● What is being asked
The required result is the number of lines below that hold the word "direction", stated without anything else.

####

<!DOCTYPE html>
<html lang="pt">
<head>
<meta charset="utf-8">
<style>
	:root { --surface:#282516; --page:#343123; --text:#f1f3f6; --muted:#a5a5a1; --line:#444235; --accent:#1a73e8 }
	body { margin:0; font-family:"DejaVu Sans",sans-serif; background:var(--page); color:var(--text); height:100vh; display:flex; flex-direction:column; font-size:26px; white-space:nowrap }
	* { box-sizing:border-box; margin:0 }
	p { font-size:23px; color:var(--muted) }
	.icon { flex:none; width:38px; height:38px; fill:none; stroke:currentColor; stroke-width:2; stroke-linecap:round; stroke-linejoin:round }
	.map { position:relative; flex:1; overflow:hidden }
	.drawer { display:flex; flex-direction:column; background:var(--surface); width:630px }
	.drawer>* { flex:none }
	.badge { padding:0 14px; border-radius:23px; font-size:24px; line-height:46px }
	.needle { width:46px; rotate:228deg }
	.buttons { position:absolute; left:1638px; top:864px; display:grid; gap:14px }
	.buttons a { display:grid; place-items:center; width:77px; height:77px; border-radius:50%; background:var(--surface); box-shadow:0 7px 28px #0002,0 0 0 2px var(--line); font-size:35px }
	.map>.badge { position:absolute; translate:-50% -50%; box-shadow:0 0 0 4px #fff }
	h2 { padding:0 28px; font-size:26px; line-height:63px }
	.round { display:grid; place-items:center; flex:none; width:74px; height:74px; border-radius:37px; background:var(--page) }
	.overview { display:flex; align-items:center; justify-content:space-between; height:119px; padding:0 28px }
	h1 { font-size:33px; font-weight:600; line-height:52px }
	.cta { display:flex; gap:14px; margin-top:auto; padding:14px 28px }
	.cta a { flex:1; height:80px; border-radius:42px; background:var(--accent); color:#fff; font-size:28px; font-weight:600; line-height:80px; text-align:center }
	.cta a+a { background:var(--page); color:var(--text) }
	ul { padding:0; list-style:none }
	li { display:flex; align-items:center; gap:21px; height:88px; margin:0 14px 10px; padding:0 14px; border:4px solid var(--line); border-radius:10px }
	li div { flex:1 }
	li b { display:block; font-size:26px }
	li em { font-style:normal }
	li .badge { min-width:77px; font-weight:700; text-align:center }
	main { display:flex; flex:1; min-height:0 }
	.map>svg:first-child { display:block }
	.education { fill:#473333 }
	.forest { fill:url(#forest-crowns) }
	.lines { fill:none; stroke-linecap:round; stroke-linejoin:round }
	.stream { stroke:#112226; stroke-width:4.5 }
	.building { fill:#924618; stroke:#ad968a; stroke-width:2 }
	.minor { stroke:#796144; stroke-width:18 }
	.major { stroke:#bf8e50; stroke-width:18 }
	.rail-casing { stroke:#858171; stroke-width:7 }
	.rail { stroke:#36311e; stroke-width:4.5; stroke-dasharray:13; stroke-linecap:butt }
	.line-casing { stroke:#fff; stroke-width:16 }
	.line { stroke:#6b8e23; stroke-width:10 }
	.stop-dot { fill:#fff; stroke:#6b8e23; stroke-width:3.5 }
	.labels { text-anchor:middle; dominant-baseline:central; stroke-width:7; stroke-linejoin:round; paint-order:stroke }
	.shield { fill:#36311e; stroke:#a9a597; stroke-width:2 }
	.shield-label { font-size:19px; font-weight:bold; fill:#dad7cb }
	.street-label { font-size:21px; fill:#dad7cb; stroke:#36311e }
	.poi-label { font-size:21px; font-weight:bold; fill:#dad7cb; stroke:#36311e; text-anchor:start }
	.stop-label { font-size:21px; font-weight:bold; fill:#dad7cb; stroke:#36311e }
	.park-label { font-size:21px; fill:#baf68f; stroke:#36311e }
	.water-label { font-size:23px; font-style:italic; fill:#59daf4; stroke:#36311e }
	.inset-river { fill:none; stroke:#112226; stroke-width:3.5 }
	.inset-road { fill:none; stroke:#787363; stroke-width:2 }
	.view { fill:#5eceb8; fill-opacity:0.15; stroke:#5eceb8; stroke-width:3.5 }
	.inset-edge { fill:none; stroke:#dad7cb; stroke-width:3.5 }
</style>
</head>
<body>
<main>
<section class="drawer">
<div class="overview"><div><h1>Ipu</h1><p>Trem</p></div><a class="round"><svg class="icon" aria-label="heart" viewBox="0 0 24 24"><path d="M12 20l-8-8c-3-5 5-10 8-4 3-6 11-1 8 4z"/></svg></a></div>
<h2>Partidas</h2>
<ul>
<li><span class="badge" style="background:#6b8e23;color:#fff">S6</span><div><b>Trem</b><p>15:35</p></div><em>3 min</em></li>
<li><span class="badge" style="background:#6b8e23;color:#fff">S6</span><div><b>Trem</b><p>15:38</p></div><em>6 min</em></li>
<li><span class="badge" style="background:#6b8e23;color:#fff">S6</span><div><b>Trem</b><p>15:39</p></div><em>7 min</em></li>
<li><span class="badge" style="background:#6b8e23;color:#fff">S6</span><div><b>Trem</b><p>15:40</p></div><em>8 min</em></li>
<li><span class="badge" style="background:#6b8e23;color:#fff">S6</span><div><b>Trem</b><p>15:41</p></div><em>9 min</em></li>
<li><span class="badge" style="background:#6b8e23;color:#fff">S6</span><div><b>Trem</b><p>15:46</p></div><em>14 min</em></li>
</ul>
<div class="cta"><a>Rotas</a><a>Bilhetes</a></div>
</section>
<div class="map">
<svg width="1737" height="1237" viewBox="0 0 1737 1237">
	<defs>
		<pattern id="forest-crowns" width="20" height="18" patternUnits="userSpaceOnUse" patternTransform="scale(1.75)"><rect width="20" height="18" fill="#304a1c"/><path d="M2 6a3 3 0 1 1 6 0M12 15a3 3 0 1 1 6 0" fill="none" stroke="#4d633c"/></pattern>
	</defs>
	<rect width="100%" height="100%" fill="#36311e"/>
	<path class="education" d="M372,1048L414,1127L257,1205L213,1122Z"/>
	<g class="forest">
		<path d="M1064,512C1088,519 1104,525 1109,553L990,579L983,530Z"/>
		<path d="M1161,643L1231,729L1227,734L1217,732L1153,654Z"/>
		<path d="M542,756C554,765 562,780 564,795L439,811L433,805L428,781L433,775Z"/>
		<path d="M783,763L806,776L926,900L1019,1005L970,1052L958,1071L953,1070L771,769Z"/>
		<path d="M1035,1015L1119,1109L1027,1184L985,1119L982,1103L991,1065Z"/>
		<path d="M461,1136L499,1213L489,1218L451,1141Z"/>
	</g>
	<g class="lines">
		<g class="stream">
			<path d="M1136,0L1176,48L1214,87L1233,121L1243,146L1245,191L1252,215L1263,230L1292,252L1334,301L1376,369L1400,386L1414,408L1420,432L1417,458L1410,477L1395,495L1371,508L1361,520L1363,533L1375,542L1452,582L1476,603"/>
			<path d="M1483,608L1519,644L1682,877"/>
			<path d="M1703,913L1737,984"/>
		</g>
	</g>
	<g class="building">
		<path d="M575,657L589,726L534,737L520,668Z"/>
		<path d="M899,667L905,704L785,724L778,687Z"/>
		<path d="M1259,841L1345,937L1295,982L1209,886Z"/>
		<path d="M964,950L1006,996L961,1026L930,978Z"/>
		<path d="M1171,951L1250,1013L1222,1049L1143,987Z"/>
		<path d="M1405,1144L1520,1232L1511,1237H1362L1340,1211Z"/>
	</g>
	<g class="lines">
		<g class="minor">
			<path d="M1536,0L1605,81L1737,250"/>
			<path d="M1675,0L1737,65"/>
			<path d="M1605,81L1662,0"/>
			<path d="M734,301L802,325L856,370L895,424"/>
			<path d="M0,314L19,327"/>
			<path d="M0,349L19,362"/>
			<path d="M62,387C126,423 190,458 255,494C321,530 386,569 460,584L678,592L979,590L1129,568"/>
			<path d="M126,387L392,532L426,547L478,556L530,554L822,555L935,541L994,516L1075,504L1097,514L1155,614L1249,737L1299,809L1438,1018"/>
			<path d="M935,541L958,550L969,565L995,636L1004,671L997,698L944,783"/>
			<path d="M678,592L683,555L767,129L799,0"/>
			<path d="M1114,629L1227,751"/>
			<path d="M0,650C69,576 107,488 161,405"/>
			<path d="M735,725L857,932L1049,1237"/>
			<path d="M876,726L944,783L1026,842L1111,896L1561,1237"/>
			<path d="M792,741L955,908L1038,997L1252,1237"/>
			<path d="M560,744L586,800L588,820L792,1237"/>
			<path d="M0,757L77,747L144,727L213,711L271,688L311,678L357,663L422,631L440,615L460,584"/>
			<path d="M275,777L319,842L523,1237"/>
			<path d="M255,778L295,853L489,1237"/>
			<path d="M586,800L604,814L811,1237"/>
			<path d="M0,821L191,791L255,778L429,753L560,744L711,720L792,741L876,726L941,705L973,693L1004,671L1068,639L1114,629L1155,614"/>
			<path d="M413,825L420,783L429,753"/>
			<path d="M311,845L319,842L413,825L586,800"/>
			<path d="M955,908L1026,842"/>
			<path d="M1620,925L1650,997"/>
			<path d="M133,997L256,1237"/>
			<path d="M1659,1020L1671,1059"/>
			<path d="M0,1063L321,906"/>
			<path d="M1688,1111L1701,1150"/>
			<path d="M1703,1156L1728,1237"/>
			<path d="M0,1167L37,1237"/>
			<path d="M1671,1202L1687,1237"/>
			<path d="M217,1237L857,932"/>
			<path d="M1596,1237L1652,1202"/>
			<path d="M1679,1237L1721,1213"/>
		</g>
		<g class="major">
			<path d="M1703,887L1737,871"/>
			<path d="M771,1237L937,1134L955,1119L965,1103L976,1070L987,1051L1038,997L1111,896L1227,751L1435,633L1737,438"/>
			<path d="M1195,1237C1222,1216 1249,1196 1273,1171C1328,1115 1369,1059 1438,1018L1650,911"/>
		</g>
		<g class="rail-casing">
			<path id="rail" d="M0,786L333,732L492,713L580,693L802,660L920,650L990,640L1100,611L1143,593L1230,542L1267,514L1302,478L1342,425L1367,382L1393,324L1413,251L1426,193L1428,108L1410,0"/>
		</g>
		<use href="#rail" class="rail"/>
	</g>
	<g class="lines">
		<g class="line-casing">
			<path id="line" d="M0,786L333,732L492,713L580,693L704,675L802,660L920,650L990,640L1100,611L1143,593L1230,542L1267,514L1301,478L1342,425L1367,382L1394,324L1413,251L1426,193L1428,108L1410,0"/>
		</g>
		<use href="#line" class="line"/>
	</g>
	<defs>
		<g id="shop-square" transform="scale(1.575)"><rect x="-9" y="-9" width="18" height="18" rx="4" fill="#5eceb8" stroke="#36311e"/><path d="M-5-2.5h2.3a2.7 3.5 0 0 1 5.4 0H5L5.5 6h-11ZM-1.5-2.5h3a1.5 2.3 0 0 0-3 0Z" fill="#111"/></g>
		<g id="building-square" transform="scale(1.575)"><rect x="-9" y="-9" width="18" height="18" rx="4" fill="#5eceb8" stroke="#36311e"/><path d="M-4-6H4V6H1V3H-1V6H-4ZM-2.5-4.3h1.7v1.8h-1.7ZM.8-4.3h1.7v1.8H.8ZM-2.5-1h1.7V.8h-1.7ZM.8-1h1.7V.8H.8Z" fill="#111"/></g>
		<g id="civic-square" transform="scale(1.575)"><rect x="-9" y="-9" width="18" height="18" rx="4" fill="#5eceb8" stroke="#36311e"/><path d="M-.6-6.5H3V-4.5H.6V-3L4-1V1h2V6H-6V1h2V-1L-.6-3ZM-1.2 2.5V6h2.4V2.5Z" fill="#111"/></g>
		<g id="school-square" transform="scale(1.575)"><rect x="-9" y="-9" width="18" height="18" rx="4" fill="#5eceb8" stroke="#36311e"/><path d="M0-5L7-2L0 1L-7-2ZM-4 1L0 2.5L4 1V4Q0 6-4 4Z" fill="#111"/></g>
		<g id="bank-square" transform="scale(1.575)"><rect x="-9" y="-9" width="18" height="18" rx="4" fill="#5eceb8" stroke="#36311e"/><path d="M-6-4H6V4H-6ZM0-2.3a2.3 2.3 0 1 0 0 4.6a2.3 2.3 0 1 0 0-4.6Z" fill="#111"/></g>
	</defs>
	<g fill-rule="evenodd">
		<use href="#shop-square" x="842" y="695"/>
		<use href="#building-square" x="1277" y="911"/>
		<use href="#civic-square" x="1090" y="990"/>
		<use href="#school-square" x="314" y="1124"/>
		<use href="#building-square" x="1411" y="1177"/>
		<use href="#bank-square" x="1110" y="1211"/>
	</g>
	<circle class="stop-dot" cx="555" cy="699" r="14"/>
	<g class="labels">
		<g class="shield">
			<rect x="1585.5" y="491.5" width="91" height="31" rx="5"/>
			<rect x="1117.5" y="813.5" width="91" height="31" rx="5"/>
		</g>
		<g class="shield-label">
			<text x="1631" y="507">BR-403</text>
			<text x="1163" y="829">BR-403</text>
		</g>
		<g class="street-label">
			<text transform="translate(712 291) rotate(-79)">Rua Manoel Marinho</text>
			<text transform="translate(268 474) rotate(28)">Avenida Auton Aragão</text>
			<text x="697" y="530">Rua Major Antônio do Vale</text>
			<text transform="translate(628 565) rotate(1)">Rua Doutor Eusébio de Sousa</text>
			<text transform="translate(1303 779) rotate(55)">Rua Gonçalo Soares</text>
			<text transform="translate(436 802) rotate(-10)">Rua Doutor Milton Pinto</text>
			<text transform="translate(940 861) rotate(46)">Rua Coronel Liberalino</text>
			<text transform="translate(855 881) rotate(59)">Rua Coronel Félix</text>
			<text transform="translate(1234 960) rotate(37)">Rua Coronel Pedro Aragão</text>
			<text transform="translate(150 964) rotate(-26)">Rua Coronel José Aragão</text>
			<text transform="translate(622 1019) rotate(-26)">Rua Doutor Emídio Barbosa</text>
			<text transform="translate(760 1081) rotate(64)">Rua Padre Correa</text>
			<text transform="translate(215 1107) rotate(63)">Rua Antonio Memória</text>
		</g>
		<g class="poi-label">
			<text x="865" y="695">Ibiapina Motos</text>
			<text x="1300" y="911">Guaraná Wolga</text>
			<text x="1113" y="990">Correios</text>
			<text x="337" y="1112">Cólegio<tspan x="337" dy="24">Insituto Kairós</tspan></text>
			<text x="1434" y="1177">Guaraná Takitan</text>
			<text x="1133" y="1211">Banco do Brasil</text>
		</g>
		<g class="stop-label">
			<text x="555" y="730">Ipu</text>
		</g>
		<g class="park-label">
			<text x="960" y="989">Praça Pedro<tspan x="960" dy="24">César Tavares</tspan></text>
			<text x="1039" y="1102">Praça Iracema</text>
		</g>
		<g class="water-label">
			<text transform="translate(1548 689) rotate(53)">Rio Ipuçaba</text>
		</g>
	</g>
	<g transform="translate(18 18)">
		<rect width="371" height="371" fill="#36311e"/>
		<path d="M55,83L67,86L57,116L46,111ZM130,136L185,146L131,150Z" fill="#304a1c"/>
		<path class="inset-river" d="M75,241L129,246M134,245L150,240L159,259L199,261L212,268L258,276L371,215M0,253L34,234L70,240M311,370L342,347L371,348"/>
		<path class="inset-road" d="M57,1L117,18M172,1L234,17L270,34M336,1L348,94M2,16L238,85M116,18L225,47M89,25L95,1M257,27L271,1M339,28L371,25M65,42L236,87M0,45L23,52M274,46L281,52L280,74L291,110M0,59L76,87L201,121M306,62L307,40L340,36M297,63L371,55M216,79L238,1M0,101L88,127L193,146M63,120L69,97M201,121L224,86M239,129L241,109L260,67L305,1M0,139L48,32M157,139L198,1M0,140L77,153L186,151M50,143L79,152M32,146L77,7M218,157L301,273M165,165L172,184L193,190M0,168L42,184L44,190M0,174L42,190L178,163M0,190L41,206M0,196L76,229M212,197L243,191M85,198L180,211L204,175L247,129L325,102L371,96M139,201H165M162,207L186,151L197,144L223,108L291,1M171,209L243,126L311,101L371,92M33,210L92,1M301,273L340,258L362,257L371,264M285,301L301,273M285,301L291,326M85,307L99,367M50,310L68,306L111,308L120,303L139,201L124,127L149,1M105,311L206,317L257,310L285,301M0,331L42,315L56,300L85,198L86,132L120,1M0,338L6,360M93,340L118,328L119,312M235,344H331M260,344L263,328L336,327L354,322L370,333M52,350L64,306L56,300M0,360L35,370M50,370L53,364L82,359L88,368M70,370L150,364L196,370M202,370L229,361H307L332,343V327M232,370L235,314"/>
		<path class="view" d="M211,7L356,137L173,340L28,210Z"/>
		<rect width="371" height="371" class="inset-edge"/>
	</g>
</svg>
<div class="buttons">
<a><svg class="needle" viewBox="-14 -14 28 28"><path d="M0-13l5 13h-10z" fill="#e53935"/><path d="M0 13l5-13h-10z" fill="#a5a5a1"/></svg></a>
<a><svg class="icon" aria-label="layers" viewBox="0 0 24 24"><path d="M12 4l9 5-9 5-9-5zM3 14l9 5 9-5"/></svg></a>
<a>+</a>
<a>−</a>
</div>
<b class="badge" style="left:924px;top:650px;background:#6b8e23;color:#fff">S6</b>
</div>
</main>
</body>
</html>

####

● Response
2